Understanding Friday’s Market Turmoil
The Nasdaq-100 index suffered a 4.8% decline on Friday — representing its most significant volatility-adjusted loss since October 2025 and ranking as the 13th most severe such drop dating back to 1985. The catalyst was May’s surprisingly strong employment report, which increased expectations that the Federal Reserve might raise interest rates before year’s end.

Robust jobs figures forced market participants to reassess interest rate projections. Rising rates typically pressure technology and growth-oriented equities, which had enjoyed an extended period of strong performance.
Bank of America strategist Chintan Kotecha noted the selloff appears to have initiated an unwinding of positions held by systematic, or CTA (Commodity Trading Advisor), funds. These algorithm-based investment vehicles follow momentum trends and execute automatic sell orders when prices breach predetermined thresholds.
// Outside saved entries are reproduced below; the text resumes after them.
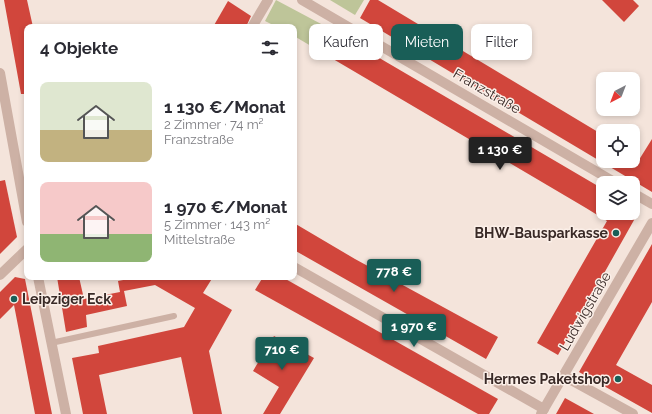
<!DOCTYPE html>
<html lang="de">
<meta charset="utf-8">
<style>
body{margin:0;font-family:Raleway,sans-serif;background:#f2f2f3;color:#2b2b33;height:100vh;display:flex;flex-direction:column;font-size:15px;white-space:nowrap}
*{box-sizing:border-box;margin:0}
p{font-size:13px;color:#7c7c81}
.icon{flex:none;width:22px;height:22px;fill:none;stroke:currentColor;stroke-width:2;stroke-linecap:round;stroke-linejoin:round}
.map{position:relative;flex:1;overflow:hidden}
.sheet{position:absolute;left:24px;top:24px;width:273px;height:256px;display:flex;flex-direction:column;background:#fff;border-radius:8px;box-shadow:0 2px 6px #0003}
.sheet>*{flex:none}
.top-card{position:absolute;left:309px;top:24px;width:283px;height:36px;display:flex;gap:8px}
.needle{width:26px;rotate:222deg}
.fabs{position:absolute;left:596px;top:72px;display:grid;gap:8px}
.fabs a{display:grid;place-items:center;width:44px;height:44px;border-radius:8px;background:#fff;box-shadow:0 2px 6px #0003;font-size:20px}
.price{position:absolute;translate:-50% -34px;padding:0 9px;border-radius:4px;background:#195e57;color:#fff;font-size:13px;line-height:26px;filter:drop-shadow(0 1px 2px #0008)}
.price::after{content:'';position:absolute;left:50%;top:24px;width:12px;height:9px;margin-left:-6px;background:inherit;clip-path:polygon(0 0,100% 0,50% 100%)}
.price.selected{background:#222;color:#fff}
ul{padding:0;list-style:none}
li{display:flex;align-items:center;gap:12px;height:100px;padding:0 16px}
li span{display:grid;place-items:center;flex:none;width:112px;height:80px;border-radius:8px;color:#555}
li>.icon{margin-inline-start:auto}
span .icon{width:48px;height:48px;fill:#fffc;stroke-width:1}
li b{font-size:17px}
h2{display:flex;justify-content:space-between;align-items:center;height:48px;padding:0 16px;font-size:17px}
.tag{padding:0 14px;border-radius:8px;background:#fff;box-shadow:0 2px 6px #0003;font-size:14px;line-height:36px}
.tag.selected{background:#195e57;color:#fff}
.map>svg:first-child{display:block}
.green{fill:#bec599}
.building{fill:#d1463c}
.lines{fill:none;stroke-linecap:round;stroke-linejoin:round}
.service{stroke:#cdb1a5;stroke-width:6}
.minor{stroke:#cdb1a5;stroke-width:10}
.poi-dot{fill:#195e57;stroke:#fbefe8;stroke-width:1.5}
.labels{text-anchor:middle;stroke-width:3;stroke-linejoin:round;paint-order:stroke}
.street-label{font-size:14px;fill:#392a27;stroke:#fbefe8}
.poi-label{font-size:14px;font-weight:bold;fill:#392a27;stroke:#fbefe8;text-anchor:end}
</style>
<div class="map">
<svg width="652" height="414" viewBox="0 0 652 414">
<rect width="100%" height="100%" fill="#f4e4db"/>
<g class="green">
<path d="M276 0 323 25 311 46 294 36V27H277L265 21Z"/>
<path d="M330 0H364L355 15Z"/>
</g>
<g class="building">
<path d="M4 0H27L33 27H27V94H21Z"/>
<path d="M370 0H378L603 135V161H633L637 163 652 139V192L360 18Z"/>
<path d="M602 0H633L639 6 624 22Z"/>
<path d="M228 1 251 16 246 27H213Z"/>
<path d="M323 25 603 189V213H638L558 355 537 343 607 221 586 208 311 46Z"/>
<path d="M5 180 17 237 0 254V181Z"/>
<path d="M294 223 355 259 498 337 486 359 294 250Z"/>
<path d="M652 244V302L616 365 652 385V413L579 372Z"/>
<path d="M15 277 25 279 52 414H35L14 305 0 319V292Z"/>
<path d="M57 277H79L84 299 120 292 118 281 139 277H213L203 293 232 310 209 351 222 414H193L181 357 99 375 107 414H83L72 358 99 353 98 346 184 327 195 308 155 285 124 291 127 306 86 315 87 327 66 332Z"/>
<path d="M263 277H282L498 399 489 414H478L255 290Z"/>
<path d="M274 336 314 358 280 414H263L279 387 253 371Z"/>
<path d="M565 398 594 414H556Z"/>
</g>
<g class="lines">
<path class="service" d="M51 343 174 316"/>
<g class="minor">
<path d="M302 0 616 183"/>
<path d="M252 27 268 0"/>
<path d="M0 73 27 222"/>
<path d="M633 193 652 204"/>
<path d="M294 267 544 409"/>
<path d="M0 275 27 249"/>
<path d="M38 277 66 414"/>
<path d="M564 376 633 414"/>
<path d="M541 414 652 223"/>
</g>
</g>
<g class="poi-dot">
<circle cx="616" cy="233" r="4"/>
<circle cx="14" cy="299" r="4"/>
<circle cx="618" cy="379" r="4"/>
</g>
<g class="labels">
<g class="street-label">
<text transform="translate(487 91) rotate(30)" y="5">Franzstraße</text>
<text transform="translate(585 311) rotate(-60)" y="5">Ludwigstraße</text>
</g>
<g class="poi-label">
<text x="608" y="238">BHW-Bausparkasse</text>
<text x="22" y="304" text-anchor="start">Leipziger Eck</text>
<text x="610" y="384">Hermes Paketshop</text>
</g>
</g>
</svg>
<div class="fabs">
<a><svg class="needle" viewBox="-14 -14 28 28"><path d="M0-13l5 13h-10z" fill="#e53935"/><path d="M0 13l5-13h-10z" fill="#7c7c81"/></svg></a>
<a><svg class="icon" aria-label="locate" viewBox="0 0 24 24"><circle cx="12" cy="12" r="6"/><path d="M12 2v4M12 18v4M2 12h4M18 12h4"/></svg></a>
<a><svg class="icon" aria-label="layers" viewBox="0 0 24 24"><path d="M12 4l9 5-9 5-9-5zM3 14l9 5 9-5"/></svg></a>
</div>
<b class="price selected" style="left:500px;top:171px">1 130 €</b>
<b class="price" style="left:394px;top:293px">778 €</b>
<b class="price" style="left:414px;top:348px">1 970 €</b>
<b class="price" style="left:282px;top:371px">710 €</b>
<div class="top-card">
<a class="tag">Kaufen</a>
<a class="tag selected">Mieten</a>
<a class="tag">Filter</a>
</div>
<section class="sheet">
<h2>4 Objekte<svg class="icon" aria-label="filters" viewBox="0 0 24 24"><path d="M4 7h16M4 17h16"/><circle cx="9" cy="7" r="2"/><circle cx="15" cy="17" r="2"/></svg></h2>
<ul>
<li><span style="background:linear-gradient(#dfe7d0 60%,#c2b280 0)"><svg class="icon" aria-label="home" viewBox="0 0 24 24"><path d="M3 11l9-7 9 7M6 9v11h12V9"/></svg></span><div><b>1 130 €/Monat</b><p>2 Zimmer · 74 m²</p><p>Franzstraße</p></div></li>
<li><span style="background:linear-gradient(#f6c9c9 65%,#8fb573 0)"><svg class="icon" aria-label="home" viewBox="0 0 24 24"><path d="M3 11l9-7 9 7M6 9v11h12V9"/></svg></span><div><b>1 970 €/Monat</b><p>5 Zimmer · 143 m²</p><p>Mittelstraße</p></div></li>
</ul>
</section>
</div>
BofA calculated that stop-loss triggers for the Nasdaq-100 were positioned approximately 4.3% to 6.8% below pre-Friday levels. This suggests the most conservative algorithmic models probably began liquidating positions during Friday’s session.
The firm cautioned that the position unwinding process may still have room to run. An additional decline of 90 basis points to 2% could activate widespread selling from a broader range of these systematic funds. For the S&P 500, stop-loss thresholds sit roughly 40 basis points to 2.6% lower, while Russell 2000 triggers are positioned about 2% to 5% beneath current levels.
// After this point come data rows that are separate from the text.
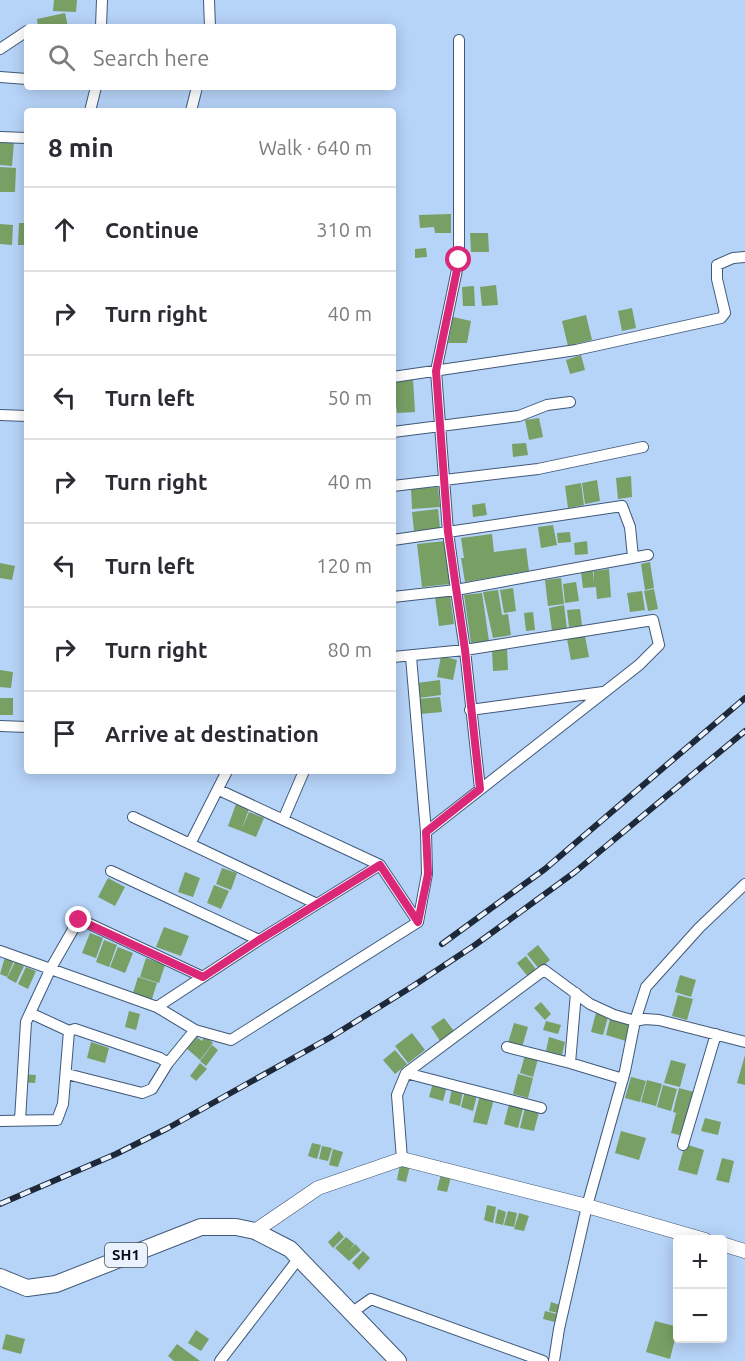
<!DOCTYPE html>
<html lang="en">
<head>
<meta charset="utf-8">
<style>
  body { margin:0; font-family:Ubuntu,sans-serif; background:#f7f7f7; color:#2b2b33 }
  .controls { position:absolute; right:18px; bottom:18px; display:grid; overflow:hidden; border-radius:6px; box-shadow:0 3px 15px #0003 }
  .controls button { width:54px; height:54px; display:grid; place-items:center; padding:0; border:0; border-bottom:2px solid #e1e1e2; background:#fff; color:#2b2b33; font:30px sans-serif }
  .stop { position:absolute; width:18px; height:18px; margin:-14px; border:4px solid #db2777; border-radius:50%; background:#fff }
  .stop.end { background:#db2777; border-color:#fff; box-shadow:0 2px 6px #0008 }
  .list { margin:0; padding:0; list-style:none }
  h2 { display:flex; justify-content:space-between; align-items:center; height:78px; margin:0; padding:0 24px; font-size:26px }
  h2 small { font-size:20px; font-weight:400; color:#7c7c81 }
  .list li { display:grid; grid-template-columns:39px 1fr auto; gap:18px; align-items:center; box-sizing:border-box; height:84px; padding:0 24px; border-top:2px solid #e1e1e2 }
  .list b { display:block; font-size:22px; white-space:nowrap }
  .list em { font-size:20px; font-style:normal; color:#7c7c81 }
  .icon { flex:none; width:33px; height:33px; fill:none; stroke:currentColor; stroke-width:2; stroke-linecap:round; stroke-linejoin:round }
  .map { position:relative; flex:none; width:745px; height:1361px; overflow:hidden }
  .search { position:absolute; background:#fff; box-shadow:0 3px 15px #0003; left:24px; top:24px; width:372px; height:66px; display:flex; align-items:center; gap:15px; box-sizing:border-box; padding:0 21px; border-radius:6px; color:#7c7c81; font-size:22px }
  .panel { position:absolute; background:#fff; box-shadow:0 3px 15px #0003; left:24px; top:108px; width:372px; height:666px; border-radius:6px }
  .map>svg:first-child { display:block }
</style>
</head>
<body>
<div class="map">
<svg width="745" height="1361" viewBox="0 0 745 1361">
  <rect width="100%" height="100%" fill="#b6d3f8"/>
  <path fill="#789f64" d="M54,0H77L76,12L53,11Z
    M65,13L68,27H38L37,19Z
    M0,141L14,142L12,166L0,165Z
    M0,167L16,168L15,192H0Z
    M451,214V233H435L434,227L420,228L419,215Z
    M19,223H27V245H18Z
    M0,224L13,225L12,245L0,244Z
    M470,233H488L489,252H471Z
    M426,248L427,257L415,258V249Z
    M496,285L498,305L482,306L480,287Z
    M474,286L475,306H463L462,287Z
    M632,308L636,328L622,331L618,311Z
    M586,315L592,340L568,346L562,321Z
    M453,317L471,321L467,343H448Z
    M581,355L585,370L570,374L566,360Z
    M413,379L415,412L397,413L396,405H393V381Z
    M539,418L543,437L529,440L525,420Z
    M526,443L528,455L513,457L512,444Z
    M631,476L632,497L618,499L616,478Z
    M597,480L600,501L585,504L582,483Z
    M581,483L584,505L568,508L565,486Z
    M438,487L440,507L412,509L411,489Z
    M485,503L487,515L473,517L472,505Z
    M438,509L440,528L414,531L412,512Z
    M553,525L557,545L541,548L538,527Z
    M570,532L571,542L558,543L557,533Z
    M492,534L495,562L494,552L526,548L529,571L465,582L461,558H464L461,538Z
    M445,541L450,584L422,587L417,544Z
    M587,541L588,554L575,555L574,543Z
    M650,562L654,588L645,590L641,564Z
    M0,563L15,566L12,580L0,578Z
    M609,569L611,597L597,599L596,587L583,588L581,572L593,570L594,583V571Z
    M561,578L564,604L548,606L545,580Z
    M576,582L579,601L565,603L563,584Z
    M513,588L516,611L504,613L500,590Z
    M654,589L658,609L648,611L644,591Z
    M498,590L502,615L508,614L511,635L493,638L483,592Z
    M642,591L645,610L630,612L627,593Z
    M482,593L489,641L471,643L464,595Z
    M450,595L454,624L439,626L435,597Z
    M564,605L567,629L552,631L549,608Z
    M580,609L582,626L569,627L567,610Z
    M533,612L535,630L526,631L524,613Z
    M585,636L589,657L571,660L567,639Z
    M507,649L508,670L493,671L492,650Z
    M441,656L457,660L453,680L437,677Z
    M0,670L13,672L11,688L0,687Z
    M440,680L441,695L419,698L417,683Z
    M440,697L442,712L420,714L418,699Z
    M0,698H13V715H0Z
    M236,804L249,809L241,831L228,826Z
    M249,812L264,818L256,837L241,831Z
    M222,868L237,873L231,890L216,884Z
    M185,872L200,878L193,897L178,892Z
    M108,878L125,887L115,906L98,897Z
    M214,885L229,891L221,909L207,903Z
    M164,927L189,936L181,956L156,947Z
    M90,933L103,938L96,958L82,953Z
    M104,940L117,945L109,967L96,962Z
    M538,945L550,960L539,969L527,954Z
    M118,947L133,953L125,973L110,967Z
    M526,956L538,972L529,978L517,963Z
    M5,957L14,961L7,977L0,974Z
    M146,958L165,965L159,983L140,977Z
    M15,962L24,966L16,983L7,978Z
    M26,967L36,971L28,989L18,984Z
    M680,975L696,980L691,997L675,992Z
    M138,977L157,983L151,1002L132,996Z
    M678,995L693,999L687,1020L672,1016Z
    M541,1002L551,1014L545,1020L534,1008Z
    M129,1011L140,1014L136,1030L125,1027Z
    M596,1013L608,1017L603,1035L591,1032Z
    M444,1018L454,1031L440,1041L431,1027Z
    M610,1019L630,1024L626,1041L606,1035Z
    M546,1021L561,1025L558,1034L543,1030Z
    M514,1023L528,1027L522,1047L508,1043Z
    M412,1033L425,1050L408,1063L395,1046Z
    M193,1034L202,1041L205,1036L213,1043L200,1060L184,1046Z
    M549,1037L565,1042L562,1055L546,1051Z
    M91,1042L109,1048L105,1063L87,1058Z
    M212,1045L218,1050L206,1066L200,1061Z
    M395,1050L407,1064L395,1074L383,1060Z
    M525,1055L538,1059L533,1077L520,1073Z
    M745,1055V1085L737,1083Z
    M671,1060L686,1064L680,1087L664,1083Z
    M200,1063L207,1069L196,1081L190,1076Z
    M19,1074L36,1075L35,1083L19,1082Z
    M518,1074L533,1078L528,1098L513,1094Z
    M631,1077L646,1081L640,1102L625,1098Z
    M647,1080L662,1084L656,1106L641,1102Z
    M433,1083L447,1086L443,1101L429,1097Z
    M663,1085L677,1089L671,1111L657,1107Z
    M452,1088L463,1091L460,1106L449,1103Z
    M679,1088L694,1092L683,1136L671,1133L676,1113L684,1115L673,1112Z
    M465,1091L477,1095L473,1111L461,1107Z
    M480,1095L494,1099L487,1125L473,1122Z
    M509,1104L523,1108L518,1128L504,1124Z
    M525,1108L539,1112L534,1131L520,1128Z
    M705,1118L721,1122L718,1135L701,1131Z
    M621,1131L646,1138L639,1160L615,1153Z
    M312,1143L321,1145L317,1159L308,1156Z
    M685,1144L704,1150L697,1175L678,1170Z
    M322,1146L332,1148L328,1161L319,1159Z
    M333,1149L343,1152L338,1167L329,1165Z
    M722,1158L734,1161L729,1183L716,1180Z
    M400,1164L410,1166L406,1182L397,1180Z
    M441,1174L451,1177L447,1192L437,1190Z
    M487,1205L496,1207L493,1223L484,1220Z
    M498,1209L506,1212L503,1225L495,1223Z
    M508,1211L517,1213L514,1227L504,1225Z
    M519,1213L529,1216L524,1231L514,1229Z
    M339,1231L344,1237L333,1248L328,1242Z
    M346,1237L354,1244L349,1251L355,1244L361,1250L349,1261L335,1248Z
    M363,1251L370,1258L359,1270L352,1263Z
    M551,1302L560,1305L558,1313L549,1311Z
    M545,1311L557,1314L555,1322L543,1319Z
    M655,1321L678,1327L670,1359L646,1352Z
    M196,1330L209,1339L201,1351L188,1343Z
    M6,1334L25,1339L21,1354L2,1349Z
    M177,1344L200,1361H174L168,1356Z"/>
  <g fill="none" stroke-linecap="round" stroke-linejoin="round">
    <defs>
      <path id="minor" d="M209,0L210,27
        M101,27L102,0
        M459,40V260L436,371L448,532L622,506L630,527L633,557
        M0,49L27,31
        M0,77L27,79
        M90,111L96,87
        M191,111L197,87
        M0,137L27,138
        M393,377L576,350L721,318L725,313L717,279V265L733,258L745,257
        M0,415L27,416
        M393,432L519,416L547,405L570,402
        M393,486L538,469L643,447
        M393,540L448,532L456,590L393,597
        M411,657L426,832
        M470,710L603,692
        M0,726L27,727
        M480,789L465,650L456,590L648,555
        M219,790L380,865L418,922
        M133,817L317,904
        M283,820L304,771
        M190,844L227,771
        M111,871L259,940
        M0,951L157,1007L195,1030
        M157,1007L259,940L380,865
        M507,1047L570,1063L623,1079
        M168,1063L160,1058L75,1029L69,1031L30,1013L51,968L79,919L203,977
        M570,1063L576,993
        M406,1073L541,1108
        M67,1074L142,1093L152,1089L168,1063L195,1030L231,1040L418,922L427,874L426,832L639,665L659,645L653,620L465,650L393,657
        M20,1120L26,1022L30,1013
        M0,1121L57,1120L63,1104L69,1031
        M683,1145L716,1034
        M402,1159L397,1095L406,1073L544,970L590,1004L614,1015L635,1021L645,1019L659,1020L745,1042
        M351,1313L371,1299L543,1361
        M220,1361L299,1258
        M554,1361L559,1329L587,1206L625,1071L635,1021L646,987L699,928L745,884"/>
      <path id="tertiary" d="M255,1231L318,1188L402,1159L587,1206L705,1240
        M722,1244L745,1251"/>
      <path id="primary" d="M0,1277L27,1288L56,1284L201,1227H236L255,1231L290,1249L398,1361"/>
    </defs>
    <use href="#minor" stroke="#405979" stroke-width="12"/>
    <use href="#tertiary" stroke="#405979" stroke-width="15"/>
    <use href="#primary" stroke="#405979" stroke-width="18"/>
    <use href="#minor" stroke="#fff" stroke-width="10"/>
    <use href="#tertiary" stroke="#fff" stroke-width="14"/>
    <use href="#primary" stroke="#fff" stroke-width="16"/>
    <defs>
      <path id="rail" d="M442,944L545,869L745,698
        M0,1204L116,1154L168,1128L331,1037L413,986L475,945L575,872L745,731"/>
    </defs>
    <use href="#rail" stroke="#1d2838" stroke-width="6"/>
    <use href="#rail" stroke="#e9f2fd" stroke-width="4" stroke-dasharray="11" stroke-linecap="butt"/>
  </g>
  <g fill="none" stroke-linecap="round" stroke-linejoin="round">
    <path stroke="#db2777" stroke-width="8" d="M79,920L203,977L259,940L380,865L418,922L428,874L426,832L480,789L465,650L448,532L436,371L459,260"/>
  </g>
  <g text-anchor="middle" stroke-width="4.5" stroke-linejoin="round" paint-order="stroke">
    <rect fill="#e9f2fd" stroke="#49525e" stroke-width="1.5" x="105" y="1243" width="42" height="24" rx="4.5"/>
    <g font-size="15" font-weight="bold" fill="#050d1a">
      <text x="126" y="1260">SH1</text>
    </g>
  </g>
</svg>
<div class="controls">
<button>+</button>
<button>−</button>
</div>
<div class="stop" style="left:459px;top:260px"></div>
<div class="stop end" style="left:79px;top:920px"></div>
<div class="search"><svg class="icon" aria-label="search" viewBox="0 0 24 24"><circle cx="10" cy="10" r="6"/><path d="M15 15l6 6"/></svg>Search here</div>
<section class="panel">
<h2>8 min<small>Walk · 640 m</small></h2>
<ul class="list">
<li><svg class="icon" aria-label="ahead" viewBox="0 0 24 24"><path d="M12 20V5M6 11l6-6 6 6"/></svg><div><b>Continue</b></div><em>310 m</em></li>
<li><svg class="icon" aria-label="right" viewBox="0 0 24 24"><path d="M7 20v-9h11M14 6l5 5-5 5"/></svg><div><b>Turn right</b></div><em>40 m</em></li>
<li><svg class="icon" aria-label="left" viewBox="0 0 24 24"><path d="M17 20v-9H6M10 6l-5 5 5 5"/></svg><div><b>Turn left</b></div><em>50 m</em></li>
<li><svg class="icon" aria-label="right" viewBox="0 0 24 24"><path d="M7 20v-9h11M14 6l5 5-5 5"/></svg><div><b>Turn right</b></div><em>40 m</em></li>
<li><svg class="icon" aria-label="left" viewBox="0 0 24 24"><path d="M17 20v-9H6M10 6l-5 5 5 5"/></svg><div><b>Turn left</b></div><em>120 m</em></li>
<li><svg class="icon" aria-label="right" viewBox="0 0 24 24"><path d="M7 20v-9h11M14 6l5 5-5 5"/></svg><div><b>Turn right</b></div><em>80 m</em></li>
<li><svg class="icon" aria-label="arrive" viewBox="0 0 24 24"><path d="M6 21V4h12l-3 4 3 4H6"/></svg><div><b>Arrive at destination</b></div></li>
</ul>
</section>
</div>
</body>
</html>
Leveraged and inverse exchange-traded funds liquidated more than $12 billion in Nasdaq exposure during Friday’s session alone — establishing a new record according to Bank of America’s data.
Monday’s Market Recovery
Equity markets staged a comeback on Monday. The Dow Jones Industrial Average advanced approximately 0.3%, the S&P 500 posted gains of roughly 0.6%, and the Nasdaq Composite increased 0.9%.
Semiconductor stocks spearheaded the rebound. Micron shares surged 9% while Nvidia climbed 2% following comments from CEO Jensen Huang, who characterized Friday’s selloff as a potential opportunity for investors in artificial intelligence.
The S&P 500 had ended a nine-week winning streak on Friday. While Monday’s advances didn’t completely reverse those losses, they demonstrated renewed buying interest in oversold technology shares.
Market participants are now focusing on Wednesday’s Consumer Price Index release, which will reveal whether climbing oil prices are fueling inflationary pressures. Federal Reserve policy decisions in the coming months may depend heavily on these inflation readings.
Oracle is scheduled to release quarterly results on Wednesday. The highly anticipated SpaceX IPO, projected to become the largest public offering in history, is planned for Friday.
On the geopolitical front, Iran launched missile attacks against Israel for the first time since April. Israel responded with retaliatory strikes. Brent crude oil prices jumped nearly 4% to approach $98 per barrel before moderating slightly.
This geopolitical instability introduces an additional element of uncertainty as market participants attempt to evaluate the inflation trajectory and interest rate outlook for the remainder of June.